Entre os negócios selecionados está o Muda Meu Mundo, criado pela pedagoga Priscilla Leite Veras e sua irmã, a secretária executiva, Déborah Veras.

“O que nos motivou foi nossa indignação por pagarmos tão caro por alimentos orgânicos, sabendo que os produtores vivem em situação de pobreza. Trabalhamos para viabilizar a venda de alimentos sem veneno, por meio da agricultura familiar sustentável”, conta.

Segundo ela, a empresa está desenvolvendo trabalho de agroecologia com 40 famílias de agricultores do Ceará. “Temos um profissional que visita as propriedades regularmente para ensinar técnicas de agroecologia e avaliar os resultados. As famílias tiveram aumento na renda, porque passaram a plantar de forma sustentável, e estão recebendo valor justo pela produção”, afirma.

Priscilla é responsável por comercializar os produtos em feiras, com margem de lucro menor que a praticada pelo mercado de orgânicos que, segundo ela, gira em torno de 400%. “Nossa margem é 45%. Mantemos preço similar aos produtos com agrotóxico vendidos em supermercados. Mesmo pagando um preço justo ao produtor, nosso valor é mais acessível.”

Ela diz que o que dará escala ao negócio é a venda delivery, que hoje é feita pelo WhatsApp. “No ano que vem, o sistema será melhorado e vamos trabalhar como clube de assinatura.”

Segundo ela, no Nordeste há muitos agricultores sem produzir, por conta do valor que recebem. “Eles acham que vale mais viver dos benefícios do governo do que ter o desgaste de plantar e ser mal remunerado. Estamos em contato com um grupo de mulheres que vende 25 quilos de caju por R$ 5. Sendo que o atravessador vai revender por valor bem superior.”

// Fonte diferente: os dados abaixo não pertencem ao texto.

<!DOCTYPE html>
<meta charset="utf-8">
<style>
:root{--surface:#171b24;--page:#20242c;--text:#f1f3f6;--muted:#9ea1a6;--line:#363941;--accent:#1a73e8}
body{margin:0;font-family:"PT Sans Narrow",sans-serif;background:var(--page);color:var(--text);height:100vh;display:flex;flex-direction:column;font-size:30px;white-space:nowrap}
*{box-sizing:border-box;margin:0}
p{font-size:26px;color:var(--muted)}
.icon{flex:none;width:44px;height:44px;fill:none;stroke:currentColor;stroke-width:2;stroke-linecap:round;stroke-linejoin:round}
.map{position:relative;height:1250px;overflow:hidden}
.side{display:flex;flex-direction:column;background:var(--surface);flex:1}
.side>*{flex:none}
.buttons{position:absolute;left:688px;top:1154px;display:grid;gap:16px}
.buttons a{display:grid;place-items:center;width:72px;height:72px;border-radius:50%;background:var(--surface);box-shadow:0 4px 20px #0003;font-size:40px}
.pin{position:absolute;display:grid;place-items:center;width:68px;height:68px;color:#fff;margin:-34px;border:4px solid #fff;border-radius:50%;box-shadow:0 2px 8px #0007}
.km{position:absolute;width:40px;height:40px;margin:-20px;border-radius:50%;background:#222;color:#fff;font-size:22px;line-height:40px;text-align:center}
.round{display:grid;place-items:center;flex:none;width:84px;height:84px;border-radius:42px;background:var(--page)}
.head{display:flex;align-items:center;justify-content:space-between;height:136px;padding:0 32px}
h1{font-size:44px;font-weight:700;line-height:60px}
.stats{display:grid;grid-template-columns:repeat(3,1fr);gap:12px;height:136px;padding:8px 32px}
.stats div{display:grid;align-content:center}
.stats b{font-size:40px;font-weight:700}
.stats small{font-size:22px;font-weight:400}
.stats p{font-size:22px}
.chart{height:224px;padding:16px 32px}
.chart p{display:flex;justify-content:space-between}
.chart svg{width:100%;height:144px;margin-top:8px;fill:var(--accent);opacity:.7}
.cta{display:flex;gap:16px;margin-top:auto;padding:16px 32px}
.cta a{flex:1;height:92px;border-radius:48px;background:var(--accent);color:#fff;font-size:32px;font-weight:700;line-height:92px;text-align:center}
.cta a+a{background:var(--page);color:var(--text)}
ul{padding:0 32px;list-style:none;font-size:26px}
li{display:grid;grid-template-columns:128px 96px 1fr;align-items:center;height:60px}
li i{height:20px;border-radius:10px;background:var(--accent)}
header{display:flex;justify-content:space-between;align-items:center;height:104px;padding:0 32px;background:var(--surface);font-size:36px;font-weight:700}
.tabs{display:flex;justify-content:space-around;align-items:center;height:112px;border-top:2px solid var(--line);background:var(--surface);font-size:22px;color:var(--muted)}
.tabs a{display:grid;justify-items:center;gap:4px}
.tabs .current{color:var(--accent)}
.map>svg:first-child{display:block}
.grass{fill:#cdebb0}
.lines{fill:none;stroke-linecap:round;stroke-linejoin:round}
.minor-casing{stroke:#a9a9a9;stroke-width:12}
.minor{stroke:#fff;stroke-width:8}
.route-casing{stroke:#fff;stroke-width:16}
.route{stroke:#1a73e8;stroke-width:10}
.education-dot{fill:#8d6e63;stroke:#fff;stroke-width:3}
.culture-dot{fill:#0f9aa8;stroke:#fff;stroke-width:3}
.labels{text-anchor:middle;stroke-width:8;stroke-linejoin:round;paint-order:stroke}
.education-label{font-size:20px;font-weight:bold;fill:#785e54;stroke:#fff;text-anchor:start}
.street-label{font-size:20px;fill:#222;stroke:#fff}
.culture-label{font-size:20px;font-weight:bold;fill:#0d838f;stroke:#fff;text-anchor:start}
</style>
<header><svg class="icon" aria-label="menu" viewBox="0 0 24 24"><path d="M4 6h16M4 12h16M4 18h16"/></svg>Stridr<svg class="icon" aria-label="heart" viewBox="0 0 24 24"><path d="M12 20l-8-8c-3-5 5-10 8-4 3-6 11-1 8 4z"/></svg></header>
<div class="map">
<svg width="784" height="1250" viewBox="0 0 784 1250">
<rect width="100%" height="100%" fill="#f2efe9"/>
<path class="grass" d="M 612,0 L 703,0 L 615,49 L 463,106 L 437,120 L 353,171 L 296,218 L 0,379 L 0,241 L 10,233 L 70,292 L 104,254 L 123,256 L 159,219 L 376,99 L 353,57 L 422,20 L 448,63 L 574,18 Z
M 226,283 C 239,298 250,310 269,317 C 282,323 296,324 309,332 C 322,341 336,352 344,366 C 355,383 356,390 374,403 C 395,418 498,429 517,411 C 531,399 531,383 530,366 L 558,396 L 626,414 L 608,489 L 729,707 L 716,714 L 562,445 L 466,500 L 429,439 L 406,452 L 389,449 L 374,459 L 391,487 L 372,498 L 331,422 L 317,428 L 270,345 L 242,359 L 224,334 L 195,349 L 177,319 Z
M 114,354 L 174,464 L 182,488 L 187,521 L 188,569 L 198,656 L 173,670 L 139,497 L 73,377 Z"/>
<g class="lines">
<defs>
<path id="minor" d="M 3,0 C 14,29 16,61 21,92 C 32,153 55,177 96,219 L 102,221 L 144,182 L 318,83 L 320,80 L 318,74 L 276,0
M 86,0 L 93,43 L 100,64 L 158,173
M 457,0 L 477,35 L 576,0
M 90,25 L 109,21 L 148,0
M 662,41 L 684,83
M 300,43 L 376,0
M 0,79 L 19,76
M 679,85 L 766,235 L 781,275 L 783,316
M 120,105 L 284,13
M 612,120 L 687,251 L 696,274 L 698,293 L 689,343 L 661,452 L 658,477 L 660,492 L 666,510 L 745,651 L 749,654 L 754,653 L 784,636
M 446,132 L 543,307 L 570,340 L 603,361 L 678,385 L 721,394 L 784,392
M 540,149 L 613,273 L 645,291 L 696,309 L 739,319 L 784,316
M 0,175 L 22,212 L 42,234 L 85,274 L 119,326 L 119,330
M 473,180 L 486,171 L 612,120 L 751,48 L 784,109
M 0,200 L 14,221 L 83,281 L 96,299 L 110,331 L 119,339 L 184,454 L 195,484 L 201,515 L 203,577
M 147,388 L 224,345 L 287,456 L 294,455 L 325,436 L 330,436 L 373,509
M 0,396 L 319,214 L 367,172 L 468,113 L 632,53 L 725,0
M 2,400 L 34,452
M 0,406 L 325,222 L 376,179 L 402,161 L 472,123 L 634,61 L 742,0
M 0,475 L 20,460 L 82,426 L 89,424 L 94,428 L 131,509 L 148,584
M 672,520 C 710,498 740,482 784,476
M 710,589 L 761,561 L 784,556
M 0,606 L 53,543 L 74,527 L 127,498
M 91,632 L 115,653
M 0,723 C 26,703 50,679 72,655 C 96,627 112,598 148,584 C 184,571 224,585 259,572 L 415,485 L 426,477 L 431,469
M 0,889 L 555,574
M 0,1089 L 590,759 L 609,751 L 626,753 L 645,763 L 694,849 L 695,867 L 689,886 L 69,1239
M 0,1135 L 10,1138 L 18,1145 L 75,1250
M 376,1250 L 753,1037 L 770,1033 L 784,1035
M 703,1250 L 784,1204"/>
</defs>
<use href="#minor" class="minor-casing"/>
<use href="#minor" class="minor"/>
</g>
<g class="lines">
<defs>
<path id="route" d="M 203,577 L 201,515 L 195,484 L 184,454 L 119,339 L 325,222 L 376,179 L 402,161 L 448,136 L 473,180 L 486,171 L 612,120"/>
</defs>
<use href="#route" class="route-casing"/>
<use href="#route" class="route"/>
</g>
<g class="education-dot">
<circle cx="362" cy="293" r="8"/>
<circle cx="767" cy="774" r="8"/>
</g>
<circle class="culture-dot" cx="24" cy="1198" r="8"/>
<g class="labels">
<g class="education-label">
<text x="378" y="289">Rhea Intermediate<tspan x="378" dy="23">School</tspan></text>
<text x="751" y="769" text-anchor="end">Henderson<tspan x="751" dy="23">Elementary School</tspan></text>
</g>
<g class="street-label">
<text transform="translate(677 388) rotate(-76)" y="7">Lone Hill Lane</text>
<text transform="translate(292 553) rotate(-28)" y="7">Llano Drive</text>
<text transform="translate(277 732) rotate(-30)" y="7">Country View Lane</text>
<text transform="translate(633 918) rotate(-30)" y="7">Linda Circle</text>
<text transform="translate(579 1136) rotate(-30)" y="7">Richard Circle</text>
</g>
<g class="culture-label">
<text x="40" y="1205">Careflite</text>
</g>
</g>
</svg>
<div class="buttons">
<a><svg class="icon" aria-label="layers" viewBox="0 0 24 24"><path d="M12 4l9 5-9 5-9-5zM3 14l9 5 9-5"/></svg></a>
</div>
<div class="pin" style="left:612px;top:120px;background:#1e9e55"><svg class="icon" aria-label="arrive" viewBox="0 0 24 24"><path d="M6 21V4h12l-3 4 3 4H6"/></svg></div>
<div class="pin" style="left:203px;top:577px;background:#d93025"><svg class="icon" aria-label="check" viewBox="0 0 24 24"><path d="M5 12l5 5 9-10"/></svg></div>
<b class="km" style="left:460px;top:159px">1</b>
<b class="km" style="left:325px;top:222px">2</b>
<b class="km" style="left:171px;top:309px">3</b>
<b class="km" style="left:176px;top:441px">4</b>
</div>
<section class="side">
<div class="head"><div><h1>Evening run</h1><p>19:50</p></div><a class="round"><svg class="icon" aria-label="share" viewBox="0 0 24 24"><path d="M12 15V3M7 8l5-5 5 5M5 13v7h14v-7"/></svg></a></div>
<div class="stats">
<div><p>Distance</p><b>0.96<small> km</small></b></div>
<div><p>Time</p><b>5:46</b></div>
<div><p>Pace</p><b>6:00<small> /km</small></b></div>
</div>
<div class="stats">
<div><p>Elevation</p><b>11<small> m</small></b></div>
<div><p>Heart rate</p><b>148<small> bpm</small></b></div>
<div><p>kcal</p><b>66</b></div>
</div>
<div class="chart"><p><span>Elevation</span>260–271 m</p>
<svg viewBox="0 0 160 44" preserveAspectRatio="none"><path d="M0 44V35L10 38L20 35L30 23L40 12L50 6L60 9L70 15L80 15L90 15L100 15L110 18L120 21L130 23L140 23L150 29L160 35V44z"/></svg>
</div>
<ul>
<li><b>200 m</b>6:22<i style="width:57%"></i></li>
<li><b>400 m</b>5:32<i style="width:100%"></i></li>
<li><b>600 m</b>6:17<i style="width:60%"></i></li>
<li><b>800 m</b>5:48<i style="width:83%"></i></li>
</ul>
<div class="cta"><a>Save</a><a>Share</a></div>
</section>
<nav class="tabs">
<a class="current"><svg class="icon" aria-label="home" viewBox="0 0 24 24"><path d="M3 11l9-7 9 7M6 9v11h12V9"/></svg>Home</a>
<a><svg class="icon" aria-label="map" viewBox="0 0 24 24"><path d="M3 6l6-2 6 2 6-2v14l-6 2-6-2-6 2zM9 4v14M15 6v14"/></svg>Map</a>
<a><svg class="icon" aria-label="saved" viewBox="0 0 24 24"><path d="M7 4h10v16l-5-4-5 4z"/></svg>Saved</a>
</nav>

O negócio inclui a disseminação de agroflorestas. “O bioma da caatinga é muito rico, mas vem sendo devastado para dar lugar à agricultura e pecuária intensiva, que faz a região semiárida se tornar quase um deserto.”

Segundo ela, o conceito da agroecologia garante alimento livre de veneno, preserva as sementes nativas, o solo e a água. O conceito também envolve questões sociais, para que não haja exploração das famílias de agricultores e para que as crianças frequentem a escola.”

A Muda Meu Mundo acaba de fechar parceria com empresa que irá financiar o treinamento de mais cem famílias de agricultores no próximo ano. “Vamos focar em comunidades quilombolas e em assentamentos. Também queremos expandir para outros Estados, porque nosso modelo funciona bem para o Norte e Nordeste.”

Priscilla diz que ao comprar alimentos de produtores locais, além de saber de onde vem os produtos, os consumidores também ajudam a promover o que a Organização das Nações Unidas (ONU) chama de soberania alimentar.

Valorização. Conforme dados do Ministério do Desenvolvimento Agrário, a agricultura familiar é responsável por 70% da alimentação dos brasileiros. Apesar da importância desse trabalho, a remuneração dessas famílias não é justa. Assim como a Muda Meu Mundo, a Sumá também foi criada para transformar esse quadro.

A atuação profissional do engenheiro agrônomo Alexandre de Avila Leripio e da engenheira ambiental Daiana Paulina na área da agricultura familiar, inspirou a criação do negócio.

Alexandre Leripio e Daiana Paulina da Luz. Foto: Leo Canabarro

“É evidente a dificuldade que esses produtores têm para encontrar um comprador regular, que escoe a produção pagando valor justo. O cenário é composto por longa cadeia, cheia de intermediários, que ficam com as maiores margens”, diz Leripio.

A Sumá oferece plataforma de comercialização justa da agricultura familiar. A solução conecta produtores com comprador regular de alimentos, com o objetivo de aumentar as margens do pequeno produtor. “Selecionamos os produtores integrando-os ao marketplace, para que os compradores adquiram diretamente deles, eliminado a figura dos atravessadores.”

Segundo Leripio, a ideia é trabalhar com rotas curtas, para que o próprio agricultor faça a entrega, sem depender de frete. A Sumá está com 912 agricultores de Santa Catarina e Rio Grande do Sul cadastrados em sua base.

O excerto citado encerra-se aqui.